* Action item
Where the records hold the string "translate", show the whole line it sits on.
● ● ● ●
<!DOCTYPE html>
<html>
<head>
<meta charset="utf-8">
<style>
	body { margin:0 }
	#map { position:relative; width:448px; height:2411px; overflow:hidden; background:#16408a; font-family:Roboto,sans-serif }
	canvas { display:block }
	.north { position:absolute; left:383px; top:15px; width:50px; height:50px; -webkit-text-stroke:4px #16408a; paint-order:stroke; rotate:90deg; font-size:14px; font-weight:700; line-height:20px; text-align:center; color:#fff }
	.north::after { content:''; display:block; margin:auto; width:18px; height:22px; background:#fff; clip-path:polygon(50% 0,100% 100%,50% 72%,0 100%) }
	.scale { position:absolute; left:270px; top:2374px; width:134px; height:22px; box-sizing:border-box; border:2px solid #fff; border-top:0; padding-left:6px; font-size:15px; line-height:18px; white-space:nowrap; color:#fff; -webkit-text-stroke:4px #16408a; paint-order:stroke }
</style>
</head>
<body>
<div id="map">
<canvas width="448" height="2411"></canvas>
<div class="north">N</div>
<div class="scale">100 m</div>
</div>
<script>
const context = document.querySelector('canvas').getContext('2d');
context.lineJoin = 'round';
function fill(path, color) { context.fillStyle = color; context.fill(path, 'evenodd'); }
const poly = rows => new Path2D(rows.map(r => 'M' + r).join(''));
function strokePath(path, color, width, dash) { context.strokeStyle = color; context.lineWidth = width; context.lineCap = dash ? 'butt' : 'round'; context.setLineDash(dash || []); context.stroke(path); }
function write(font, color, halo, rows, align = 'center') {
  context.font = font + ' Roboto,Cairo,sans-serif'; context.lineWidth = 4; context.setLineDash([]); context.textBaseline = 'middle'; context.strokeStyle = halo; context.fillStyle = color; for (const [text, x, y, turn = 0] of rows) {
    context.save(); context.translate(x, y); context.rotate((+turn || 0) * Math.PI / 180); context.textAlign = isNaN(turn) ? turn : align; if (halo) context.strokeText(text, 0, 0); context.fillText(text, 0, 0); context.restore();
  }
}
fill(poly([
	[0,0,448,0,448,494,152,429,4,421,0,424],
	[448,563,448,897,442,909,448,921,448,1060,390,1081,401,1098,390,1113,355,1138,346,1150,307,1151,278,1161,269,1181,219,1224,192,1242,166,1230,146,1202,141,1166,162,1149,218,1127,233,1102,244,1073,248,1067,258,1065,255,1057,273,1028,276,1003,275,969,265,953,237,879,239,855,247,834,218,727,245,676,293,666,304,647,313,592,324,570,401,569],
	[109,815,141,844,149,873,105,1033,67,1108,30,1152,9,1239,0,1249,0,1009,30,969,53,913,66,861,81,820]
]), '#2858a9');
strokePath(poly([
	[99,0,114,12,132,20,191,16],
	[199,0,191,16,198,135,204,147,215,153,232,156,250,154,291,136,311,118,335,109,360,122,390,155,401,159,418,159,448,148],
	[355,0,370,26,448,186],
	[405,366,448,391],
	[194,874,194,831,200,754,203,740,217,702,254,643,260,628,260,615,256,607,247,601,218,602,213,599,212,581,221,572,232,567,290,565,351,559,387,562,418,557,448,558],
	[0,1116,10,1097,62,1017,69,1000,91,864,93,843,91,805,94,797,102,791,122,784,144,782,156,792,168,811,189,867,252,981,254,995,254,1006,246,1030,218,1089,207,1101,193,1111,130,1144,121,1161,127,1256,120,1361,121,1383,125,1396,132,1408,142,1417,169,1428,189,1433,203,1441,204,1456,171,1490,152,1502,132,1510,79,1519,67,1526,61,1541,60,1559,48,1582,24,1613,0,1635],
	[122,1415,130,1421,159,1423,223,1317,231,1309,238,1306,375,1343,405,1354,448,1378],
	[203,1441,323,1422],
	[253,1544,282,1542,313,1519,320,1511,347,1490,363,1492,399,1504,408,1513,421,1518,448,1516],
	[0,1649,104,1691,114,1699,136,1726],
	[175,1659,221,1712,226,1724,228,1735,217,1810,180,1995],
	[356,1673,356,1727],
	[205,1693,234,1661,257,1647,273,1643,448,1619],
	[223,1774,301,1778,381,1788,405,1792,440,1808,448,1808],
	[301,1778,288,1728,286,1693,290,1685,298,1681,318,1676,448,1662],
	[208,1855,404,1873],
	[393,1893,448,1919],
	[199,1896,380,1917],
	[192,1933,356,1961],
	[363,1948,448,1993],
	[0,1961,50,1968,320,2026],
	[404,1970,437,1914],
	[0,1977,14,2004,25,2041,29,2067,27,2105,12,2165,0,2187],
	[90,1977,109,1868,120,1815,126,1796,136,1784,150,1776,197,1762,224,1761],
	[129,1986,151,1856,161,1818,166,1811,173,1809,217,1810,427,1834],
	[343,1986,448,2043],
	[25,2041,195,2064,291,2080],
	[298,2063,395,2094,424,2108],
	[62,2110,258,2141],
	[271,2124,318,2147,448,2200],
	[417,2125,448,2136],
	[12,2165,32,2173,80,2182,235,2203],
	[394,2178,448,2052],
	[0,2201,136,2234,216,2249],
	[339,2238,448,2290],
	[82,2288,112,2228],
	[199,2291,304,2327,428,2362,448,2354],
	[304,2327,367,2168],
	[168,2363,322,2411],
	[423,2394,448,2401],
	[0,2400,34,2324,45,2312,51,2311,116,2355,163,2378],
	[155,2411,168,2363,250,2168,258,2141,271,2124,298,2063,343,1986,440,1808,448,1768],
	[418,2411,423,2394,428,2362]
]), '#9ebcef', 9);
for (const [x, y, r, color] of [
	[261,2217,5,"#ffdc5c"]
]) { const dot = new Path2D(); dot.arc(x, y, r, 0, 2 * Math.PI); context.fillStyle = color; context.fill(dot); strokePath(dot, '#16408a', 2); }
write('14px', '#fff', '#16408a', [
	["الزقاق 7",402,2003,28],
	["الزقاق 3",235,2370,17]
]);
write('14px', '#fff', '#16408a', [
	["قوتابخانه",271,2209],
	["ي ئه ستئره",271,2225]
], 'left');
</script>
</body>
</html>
● ● ● ●
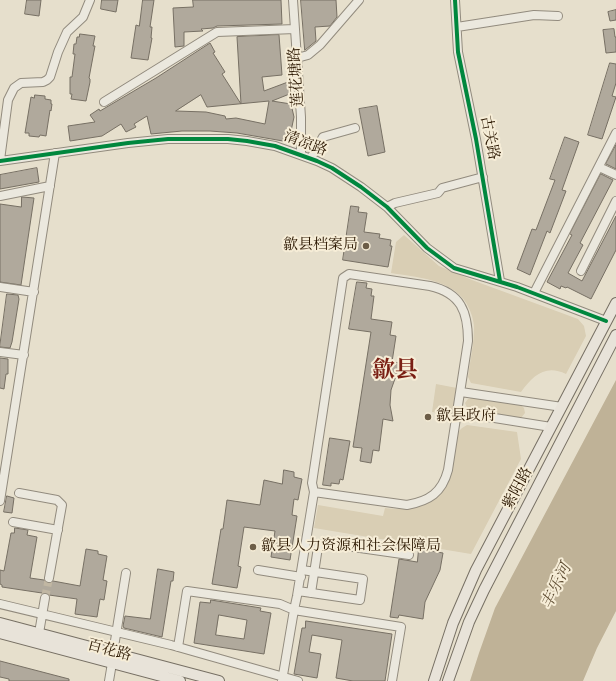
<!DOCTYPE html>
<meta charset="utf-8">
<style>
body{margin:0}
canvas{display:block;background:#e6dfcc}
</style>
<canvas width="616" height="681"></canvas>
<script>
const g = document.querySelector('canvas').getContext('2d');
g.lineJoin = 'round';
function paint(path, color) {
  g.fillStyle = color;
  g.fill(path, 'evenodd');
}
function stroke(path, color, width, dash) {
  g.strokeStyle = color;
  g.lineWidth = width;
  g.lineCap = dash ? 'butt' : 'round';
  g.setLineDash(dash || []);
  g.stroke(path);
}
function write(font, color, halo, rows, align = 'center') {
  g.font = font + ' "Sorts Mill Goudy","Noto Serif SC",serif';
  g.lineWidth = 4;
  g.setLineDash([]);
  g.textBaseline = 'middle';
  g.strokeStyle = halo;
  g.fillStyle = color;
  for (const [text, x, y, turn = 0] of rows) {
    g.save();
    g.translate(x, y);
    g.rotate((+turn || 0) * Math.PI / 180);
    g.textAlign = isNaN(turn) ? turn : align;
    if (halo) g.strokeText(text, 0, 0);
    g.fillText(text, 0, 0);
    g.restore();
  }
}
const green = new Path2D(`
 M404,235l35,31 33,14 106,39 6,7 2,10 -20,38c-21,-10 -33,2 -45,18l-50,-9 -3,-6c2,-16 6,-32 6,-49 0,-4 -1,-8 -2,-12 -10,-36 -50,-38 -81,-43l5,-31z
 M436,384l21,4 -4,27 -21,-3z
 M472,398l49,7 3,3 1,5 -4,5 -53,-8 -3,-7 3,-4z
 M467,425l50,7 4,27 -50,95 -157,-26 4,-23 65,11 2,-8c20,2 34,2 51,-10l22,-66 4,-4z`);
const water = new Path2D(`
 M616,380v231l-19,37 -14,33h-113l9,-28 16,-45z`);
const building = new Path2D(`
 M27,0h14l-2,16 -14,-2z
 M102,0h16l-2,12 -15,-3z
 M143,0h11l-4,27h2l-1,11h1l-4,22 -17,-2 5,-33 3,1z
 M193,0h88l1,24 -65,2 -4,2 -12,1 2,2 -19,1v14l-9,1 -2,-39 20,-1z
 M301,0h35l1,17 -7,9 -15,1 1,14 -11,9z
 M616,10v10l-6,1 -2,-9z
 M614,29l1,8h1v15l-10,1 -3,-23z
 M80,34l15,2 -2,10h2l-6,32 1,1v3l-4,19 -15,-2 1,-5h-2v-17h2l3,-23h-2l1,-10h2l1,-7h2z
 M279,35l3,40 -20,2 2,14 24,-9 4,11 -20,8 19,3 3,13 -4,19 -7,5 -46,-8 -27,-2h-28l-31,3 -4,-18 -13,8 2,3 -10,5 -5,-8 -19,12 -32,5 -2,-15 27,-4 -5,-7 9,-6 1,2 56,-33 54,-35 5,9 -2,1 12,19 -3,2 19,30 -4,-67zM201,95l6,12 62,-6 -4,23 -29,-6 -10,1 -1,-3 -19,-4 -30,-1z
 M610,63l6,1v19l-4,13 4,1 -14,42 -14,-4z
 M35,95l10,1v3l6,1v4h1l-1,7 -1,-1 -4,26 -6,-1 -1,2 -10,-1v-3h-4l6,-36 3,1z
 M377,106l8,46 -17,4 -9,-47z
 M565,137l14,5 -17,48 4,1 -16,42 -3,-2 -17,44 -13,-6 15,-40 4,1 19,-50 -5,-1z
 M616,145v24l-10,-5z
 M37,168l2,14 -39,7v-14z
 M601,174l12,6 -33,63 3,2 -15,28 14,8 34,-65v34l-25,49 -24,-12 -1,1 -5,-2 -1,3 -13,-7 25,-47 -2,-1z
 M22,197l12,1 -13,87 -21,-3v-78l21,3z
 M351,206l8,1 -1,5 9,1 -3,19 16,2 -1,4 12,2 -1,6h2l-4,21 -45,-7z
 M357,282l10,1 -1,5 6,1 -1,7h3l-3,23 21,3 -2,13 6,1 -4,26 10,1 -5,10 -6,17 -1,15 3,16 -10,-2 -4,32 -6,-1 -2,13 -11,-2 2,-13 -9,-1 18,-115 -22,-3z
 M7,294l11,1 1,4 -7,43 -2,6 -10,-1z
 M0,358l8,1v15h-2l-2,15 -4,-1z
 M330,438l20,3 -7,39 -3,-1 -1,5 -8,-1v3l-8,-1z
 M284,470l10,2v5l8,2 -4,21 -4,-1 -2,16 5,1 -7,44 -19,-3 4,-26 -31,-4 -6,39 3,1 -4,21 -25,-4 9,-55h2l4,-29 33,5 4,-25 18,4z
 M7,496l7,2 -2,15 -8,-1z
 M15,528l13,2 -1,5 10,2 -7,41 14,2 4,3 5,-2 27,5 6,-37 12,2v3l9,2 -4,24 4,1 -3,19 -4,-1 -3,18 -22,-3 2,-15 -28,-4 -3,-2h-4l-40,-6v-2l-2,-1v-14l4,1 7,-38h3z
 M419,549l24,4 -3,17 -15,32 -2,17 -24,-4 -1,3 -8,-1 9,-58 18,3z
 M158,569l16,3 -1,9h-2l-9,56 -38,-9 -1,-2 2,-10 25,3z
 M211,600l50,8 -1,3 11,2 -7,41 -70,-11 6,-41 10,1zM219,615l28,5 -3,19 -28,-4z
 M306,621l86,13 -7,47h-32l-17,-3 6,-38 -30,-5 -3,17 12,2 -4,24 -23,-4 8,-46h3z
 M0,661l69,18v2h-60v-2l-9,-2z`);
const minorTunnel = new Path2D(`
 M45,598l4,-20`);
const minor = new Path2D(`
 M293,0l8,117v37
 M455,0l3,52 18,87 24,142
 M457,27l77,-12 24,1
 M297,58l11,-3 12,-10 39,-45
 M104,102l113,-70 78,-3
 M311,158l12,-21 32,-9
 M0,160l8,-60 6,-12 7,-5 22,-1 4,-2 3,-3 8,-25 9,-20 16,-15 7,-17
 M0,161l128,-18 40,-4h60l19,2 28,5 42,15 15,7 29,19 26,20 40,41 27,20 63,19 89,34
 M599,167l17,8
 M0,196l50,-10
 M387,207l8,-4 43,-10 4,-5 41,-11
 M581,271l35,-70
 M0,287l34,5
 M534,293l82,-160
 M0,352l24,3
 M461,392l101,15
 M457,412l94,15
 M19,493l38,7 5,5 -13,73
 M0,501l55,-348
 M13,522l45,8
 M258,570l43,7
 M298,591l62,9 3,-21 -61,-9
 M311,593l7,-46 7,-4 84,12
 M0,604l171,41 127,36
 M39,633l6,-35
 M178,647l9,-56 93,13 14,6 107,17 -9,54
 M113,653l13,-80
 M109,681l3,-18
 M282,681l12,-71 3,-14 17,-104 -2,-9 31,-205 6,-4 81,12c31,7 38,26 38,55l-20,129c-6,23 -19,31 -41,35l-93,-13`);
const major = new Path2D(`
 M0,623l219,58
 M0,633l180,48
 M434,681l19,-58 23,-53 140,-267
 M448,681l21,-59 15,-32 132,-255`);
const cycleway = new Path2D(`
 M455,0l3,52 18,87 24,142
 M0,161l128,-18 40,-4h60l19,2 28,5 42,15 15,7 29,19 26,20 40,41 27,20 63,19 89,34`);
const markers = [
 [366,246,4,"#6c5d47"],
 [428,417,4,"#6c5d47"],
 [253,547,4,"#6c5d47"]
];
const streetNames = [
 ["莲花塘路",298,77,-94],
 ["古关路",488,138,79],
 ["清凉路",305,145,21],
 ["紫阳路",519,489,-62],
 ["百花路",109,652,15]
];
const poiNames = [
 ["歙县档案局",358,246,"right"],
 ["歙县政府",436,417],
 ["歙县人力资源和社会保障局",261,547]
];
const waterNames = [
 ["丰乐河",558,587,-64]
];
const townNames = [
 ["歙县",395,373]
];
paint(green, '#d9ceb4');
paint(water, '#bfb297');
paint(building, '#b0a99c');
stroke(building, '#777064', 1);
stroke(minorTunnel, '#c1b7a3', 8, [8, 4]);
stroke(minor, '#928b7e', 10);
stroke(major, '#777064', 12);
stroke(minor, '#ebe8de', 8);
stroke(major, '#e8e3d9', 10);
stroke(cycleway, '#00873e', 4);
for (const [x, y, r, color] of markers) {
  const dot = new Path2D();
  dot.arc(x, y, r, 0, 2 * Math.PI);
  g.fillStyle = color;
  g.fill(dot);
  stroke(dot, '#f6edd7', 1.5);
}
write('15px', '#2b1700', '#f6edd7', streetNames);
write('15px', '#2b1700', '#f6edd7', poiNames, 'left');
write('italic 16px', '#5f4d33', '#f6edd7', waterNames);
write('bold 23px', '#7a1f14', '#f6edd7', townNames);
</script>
● ● ● ●
* Exercise solution
    context.save(); context.translate(x, y); context.rotate((+turn || 0) * Math.PI / 180); context.textAlign = isNaN(turn) ? turn : align; if (halo) context.strokeText(text, 0, 0); context.fillText(text, 0, 0); context.restore();
    g.translate(x, y);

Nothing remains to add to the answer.